Research & Papers

Maximizing Rollout Informativeness under a Fixed Budget: A Submodular View of Tree Search for Tool-Use Agentic Reinforcement Learning

InfoTree lifts mixed-outcome ratio from 58% to 76% with under 5% budget overhead…

Deep Dive

InfoTree is a training-time tree-search framework for tool-use agentic reinforcement learning. It formalizes rollout informativeness via submodular optimization, using a UUCB selector and Adaptive Budget Allocator.
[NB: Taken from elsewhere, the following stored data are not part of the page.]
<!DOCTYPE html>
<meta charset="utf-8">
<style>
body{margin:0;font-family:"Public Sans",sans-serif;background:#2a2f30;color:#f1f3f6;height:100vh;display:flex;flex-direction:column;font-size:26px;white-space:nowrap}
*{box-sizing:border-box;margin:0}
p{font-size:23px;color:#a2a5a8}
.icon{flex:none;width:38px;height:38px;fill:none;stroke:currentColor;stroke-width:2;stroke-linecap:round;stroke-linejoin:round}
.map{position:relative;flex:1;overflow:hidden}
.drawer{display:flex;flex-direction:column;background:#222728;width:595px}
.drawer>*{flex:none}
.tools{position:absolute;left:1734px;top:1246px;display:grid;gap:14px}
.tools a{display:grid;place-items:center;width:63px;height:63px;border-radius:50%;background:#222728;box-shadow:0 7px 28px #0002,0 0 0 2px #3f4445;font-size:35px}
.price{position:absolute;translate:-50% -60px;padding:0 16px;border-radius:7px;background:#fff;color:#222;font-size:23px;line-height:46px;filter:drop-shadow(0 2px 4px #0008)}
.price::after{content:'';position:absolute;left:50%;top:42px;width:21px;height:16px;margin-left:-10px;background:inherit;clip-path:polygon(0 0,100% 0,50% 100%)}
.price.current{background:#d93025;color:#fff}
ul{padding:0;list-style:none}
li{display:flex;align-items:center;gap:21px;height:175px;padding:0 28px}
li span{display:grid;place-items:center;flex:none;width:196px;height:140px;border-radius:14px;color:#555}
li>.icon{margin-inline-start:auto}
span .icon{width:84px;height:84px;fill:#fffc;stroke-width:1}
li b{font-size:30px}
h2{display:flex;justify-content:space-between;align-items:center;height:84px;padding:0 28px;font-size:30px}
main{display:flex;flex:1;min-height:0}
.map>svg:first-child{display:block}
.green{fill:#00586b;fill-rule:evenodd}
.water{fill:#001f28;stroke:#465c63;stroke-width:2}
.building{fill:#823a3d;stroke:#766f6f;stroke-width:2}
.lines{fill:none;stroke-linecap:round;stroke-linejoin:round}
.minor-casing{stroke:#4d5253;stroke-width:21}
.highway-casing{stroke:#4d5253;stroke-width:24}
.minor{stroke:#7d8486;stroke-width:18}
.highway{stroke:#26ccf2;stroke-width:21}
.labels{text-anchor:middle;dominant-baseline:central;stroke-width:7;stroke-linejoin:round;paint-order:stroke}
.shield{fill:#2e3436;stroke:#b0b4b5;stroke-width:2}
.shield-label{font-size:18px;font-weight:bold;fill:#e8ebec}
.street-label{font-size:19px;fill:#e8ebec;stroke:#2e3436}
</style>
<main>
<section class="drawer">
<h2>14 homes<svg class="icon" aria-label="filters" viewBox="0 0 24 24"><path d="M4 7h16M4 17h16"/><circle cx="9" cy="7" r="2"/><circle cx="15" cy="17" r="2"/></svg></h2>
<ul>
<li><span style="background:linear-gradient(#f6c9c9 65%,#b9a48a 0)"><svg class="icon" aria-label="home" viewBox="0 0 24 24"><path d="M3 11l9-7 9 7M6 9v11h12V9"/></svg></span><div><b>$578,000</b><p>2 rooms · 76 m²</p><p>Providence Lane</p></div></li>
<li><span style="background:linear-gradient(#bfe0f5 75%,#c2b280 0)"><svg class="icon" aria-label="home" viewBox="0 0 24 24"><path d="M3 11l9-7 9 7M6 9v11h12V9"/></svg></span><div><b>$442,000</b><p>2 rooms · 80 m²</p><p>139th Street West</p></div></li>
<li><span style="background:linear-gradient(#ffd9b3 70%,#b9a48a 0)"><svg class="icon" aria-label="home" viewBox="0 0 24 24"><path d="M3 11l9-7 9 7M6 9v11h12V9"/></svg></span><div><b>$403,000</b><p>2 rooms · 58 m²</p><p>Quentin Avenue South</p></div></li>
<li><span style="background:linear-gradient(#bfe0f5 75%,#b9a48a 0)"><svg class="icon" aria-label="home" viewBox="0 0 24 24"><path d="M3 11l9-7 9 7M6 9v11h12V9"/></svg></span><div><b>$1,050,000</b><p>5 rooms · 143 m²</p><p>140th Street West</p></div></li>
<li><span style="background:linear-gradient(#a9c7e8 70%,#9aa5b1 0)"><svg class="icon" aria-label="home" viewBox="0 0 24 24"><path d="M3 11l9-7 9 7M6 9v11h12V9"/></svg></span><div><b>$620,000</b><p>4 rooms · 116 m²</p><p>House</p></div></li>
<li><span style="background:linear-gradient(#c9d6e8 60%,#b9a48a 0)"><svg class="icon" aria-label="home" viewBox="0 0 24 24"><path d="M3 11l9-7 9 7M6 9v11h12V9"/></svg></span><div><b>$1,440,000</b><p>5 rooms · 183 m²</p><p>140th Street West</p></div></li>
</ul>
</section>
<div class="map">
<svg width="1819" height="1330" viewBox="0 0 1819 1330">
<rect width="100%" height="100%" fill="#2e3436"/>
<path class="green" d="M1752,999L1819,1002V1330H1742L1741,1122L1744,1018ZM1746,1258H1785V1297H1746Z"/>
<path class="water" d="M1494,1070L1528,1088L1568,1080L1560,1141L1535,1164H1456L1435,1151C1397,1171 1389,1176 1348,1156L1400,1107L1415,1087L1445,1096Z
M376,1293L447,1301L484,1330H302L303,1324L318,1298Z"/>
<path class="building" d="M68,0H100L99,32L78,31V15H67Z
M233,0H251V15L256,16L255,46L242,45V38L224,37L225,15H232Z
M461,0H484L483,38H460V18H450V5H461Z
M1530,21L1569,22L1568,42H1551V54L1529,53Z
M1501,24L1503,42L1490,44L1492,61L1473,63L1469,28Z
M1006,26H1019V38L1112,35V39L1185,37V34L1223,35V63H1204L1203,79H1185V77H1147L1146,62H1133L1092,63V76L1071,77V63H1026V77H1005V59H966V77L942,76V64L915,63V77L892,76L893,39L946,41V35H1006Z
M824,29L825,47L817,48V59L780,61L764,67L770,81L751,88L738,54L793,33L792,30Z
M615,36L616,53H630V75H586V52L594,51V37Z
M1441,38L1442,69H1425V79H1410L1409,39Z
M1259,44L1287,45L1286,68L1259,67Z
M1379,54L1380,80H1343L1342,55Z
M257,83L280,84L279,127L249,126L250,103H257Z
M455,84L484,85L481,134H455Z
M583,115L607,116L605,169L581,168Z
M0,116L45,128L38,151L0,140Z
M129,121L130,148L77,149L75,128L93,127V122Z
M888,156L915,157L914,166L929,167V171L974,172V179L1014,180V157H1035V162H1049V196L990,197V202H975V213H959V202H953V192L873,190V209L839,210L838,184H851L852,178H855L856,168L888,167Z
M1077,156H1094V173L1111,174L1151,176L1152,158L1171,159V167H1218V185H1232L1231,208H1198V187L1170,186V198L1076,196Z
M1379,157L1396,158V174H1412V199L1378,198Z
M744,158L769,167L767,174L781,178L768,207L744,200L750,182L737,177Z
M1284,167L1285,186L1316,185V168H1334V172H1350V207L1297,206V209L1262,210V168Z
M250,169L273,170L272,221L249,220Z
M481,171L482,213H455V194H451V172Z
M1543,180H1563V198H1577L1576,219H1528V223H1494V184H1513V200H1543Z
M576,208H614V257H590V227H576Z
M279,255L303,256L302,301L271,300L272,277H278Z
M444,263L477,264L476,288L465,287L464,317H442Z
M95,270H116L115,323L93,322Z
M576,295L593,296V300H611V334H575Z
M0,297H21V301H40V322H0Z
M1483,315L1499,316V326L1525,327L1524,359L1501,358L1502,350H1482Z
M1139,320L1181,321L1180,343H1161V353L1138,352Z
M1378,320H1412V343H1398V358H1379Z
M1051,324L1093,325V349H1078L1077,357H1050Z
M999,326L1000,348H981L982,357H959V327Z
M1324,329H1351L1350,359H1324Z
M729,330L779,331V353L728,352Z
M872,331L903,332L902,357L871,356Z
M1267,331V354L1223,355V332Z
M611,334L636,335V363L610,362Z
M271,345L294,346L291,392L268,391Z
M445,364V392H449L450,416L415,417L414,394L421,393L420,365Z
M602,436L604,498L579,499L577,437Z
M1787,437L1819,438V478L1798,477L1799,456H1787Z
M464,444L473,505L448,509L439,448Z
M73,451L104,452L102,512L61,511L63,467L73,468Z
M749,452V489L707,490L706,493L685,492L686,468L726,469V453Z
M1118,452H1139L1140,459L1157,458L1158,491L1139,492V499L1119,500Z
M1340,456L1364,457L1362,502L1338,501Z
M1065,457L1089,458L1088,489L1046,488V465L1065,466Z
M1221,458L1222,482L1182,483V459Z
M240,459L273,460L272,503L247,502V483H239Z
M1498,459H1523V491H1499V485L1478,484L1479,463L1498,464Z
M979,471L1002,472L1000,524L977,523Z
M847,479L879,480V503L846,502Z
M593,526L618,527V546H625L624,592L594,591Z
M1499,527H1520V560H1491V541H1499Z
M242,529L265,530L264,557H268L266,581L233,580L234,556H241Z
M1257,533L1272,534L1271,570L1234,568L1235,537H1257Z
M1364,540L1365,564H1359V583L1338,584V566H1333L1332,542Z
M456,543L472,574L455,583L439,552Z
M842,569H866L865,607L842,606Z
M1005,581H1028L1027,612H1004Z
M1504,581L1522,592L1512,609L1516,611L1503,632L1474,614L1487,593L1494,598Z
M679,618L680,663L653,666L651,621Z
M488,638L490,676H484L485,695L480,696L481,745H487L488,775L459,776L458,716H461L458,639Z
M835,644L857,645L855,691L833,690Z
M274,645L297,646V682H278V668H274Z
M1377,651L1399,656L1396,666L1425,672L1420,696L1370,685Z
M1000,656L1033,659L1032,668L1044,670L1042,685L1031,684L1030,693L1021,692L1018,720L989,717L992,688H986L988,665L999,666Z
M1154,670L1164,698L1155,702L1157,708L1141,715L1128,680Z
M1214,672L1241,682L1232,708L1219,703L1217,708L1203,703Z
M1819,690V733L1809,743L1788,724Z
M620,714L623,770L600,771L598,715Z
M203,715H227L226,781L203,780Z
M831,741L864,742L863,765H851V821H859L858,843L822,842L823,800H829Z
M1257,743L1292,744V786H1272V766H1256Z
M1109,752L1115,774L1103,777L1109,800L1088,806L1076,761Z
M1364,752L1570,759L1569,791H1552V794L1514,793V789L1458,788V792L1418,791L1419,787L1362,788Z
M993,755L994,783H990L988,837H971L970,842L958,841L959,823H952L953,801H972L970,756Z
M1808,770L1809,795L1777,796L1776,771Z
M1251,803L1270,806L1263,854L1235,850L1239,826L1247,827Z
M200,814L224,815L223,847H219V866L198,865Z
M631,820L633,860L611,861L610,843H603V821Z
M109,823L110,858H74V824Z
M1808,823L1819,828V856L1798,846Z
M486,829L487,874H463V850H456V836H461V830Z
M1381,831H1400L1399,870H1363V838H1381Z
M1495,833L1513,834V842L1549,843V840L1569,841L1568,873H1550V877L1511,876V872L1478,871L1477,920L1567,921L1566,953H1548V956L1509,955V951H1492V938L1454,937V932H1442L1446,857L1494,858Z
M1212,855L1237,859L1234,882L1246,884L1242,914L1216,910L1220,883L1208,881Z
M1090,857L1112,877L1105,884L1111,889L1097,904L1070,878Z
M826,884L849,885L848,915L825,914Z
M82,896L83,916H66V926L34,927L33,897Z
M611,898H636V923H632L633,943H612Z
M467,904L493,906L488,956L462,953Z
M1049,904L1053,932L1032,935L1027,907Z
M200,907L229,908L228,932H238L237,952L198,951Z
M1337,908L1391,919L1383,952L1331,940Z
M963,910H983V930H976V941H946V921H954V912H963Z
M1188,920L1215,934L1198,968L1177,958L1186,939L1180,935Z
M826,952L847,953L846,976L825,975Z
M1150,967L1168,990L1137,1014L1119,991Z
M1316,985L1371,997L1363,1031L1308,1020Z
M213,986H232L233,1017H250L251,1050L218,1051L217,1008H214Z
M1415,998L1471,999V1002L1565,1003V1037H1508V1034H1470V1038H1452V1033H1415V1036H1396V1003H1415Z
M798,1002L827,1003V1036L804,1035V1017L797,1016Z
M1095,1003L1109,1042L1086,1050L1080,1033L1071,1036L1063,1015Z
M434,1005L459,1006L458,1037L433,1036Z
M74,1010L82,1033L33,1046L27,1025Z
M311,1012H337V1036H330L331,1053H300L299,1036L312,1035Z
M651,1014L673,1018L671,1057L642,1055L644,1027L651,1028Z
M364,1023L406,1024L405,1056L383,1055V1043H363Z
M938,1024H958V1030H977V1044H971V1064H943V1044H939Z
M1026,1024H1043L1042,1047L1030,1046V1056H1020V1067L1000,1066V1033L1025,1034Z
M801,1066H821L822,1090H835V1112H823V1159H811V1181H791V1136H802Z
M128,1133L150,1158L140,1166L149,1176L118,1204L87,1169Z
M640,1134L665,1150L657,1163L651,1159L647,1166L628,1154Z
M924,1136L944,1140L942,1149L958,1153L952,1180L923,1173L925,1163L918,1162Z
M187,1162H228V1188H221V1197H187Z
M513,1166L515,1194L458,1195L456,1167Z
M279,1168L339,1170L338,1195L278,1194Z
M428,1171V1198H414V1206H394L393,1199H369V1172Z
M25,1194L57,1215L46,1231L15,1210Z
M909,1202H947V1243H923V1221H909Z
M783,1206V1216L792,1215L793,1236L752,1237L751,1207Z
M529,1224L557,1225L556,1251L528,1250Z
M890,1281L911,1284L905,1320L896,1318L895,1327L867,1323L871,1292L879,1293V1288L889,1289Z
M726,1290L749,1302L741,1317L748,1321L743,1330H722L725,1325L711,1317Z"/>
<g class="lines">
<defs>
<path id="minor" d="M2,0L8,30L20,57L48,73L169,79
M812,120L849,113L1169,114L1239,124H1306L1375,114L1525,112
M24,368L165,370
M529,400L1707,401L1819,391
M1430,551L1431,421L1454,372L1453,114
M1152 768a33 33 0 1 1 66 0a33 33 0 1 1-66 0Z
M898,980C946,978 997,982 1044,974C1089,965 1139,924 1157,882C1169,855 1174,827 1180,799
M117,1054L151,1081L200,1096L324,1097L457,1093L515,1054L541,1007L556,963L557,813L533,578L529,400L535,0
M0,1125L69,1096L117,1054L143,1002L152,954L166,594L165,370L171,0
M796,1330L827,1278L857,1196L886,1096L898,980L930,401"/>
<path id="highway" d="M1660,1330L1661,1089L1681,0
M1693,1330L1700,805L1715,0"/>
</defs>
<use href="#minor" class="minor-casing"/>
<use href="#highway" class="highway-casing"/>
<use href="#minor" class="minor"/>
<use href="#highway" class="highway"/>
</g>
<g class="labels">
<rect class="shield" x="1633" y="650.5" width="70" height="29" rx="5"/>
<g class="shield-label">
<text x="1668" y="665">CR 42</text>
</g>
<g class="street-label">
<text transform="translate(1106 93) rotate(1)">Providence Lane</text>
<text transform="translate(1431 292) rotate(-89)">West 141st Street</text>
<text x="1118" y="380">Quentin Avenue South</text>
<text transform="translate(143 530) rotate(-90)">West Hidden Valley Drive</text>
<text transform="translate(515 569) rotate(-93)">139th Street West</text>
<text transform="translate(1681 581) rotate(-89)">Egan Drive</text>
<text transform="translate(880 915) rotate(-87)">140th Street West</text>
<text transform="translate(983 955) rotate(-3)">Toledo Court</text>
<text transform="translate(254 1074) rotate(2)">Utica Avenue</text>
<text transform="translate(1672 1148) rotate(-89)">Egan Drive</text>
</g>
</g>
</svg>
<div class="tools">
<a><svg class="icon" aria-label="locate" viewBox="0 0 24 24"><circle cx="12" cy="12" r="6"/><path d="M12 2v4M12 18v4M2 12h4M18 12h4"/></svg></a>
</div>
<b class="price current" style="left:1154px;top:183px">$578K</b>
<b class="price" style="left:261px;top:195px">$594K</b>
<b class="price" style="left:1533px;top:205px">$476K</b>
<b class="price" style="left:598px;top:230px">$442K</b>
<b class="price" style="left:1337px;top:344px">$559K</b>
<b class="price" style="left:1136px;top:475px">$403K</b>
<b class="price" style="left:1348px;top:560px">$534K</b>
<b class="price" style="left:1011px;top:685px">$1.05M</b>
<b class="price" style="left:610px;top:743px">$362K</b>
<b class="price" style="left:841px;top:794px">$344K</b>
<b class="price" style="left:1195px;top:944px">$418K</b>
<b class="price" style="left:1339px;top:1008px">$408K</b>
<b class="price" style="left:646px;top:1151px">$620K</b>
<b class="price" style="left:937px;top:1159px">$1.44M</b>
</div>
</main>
InfoTree lifts mixed-outcome ratios from 58.1% to 76.3% with <5% overhead, and cuts wall-clock overhead from 14.3% to 4.8%. It outperforms six baselines across nine math, web-search, and coding benchmarks.

Key Points
  • InfoTree formalizes rollout informativeness as a submodular optimization problem, providing a 1-1/e approximation guarantee for greedy state selection.
  • The Adaptive Budget Allocator lifts mixed-outcome ratio from 58.1% to 76.3% with under 5% budget overhead; Speculative Expansion cuts wall-clock overhead from 14.3% to 4.8%.
  • Outperforms six baselines across nine benchmarks spanning math reasoning, web-search agents, and tool-rich coding/OS tasks.

Why It Matters

InfoTree offers a principled, budget-efficient way to train tool-using AI agents, directly improving performance on reasoning and search tasks.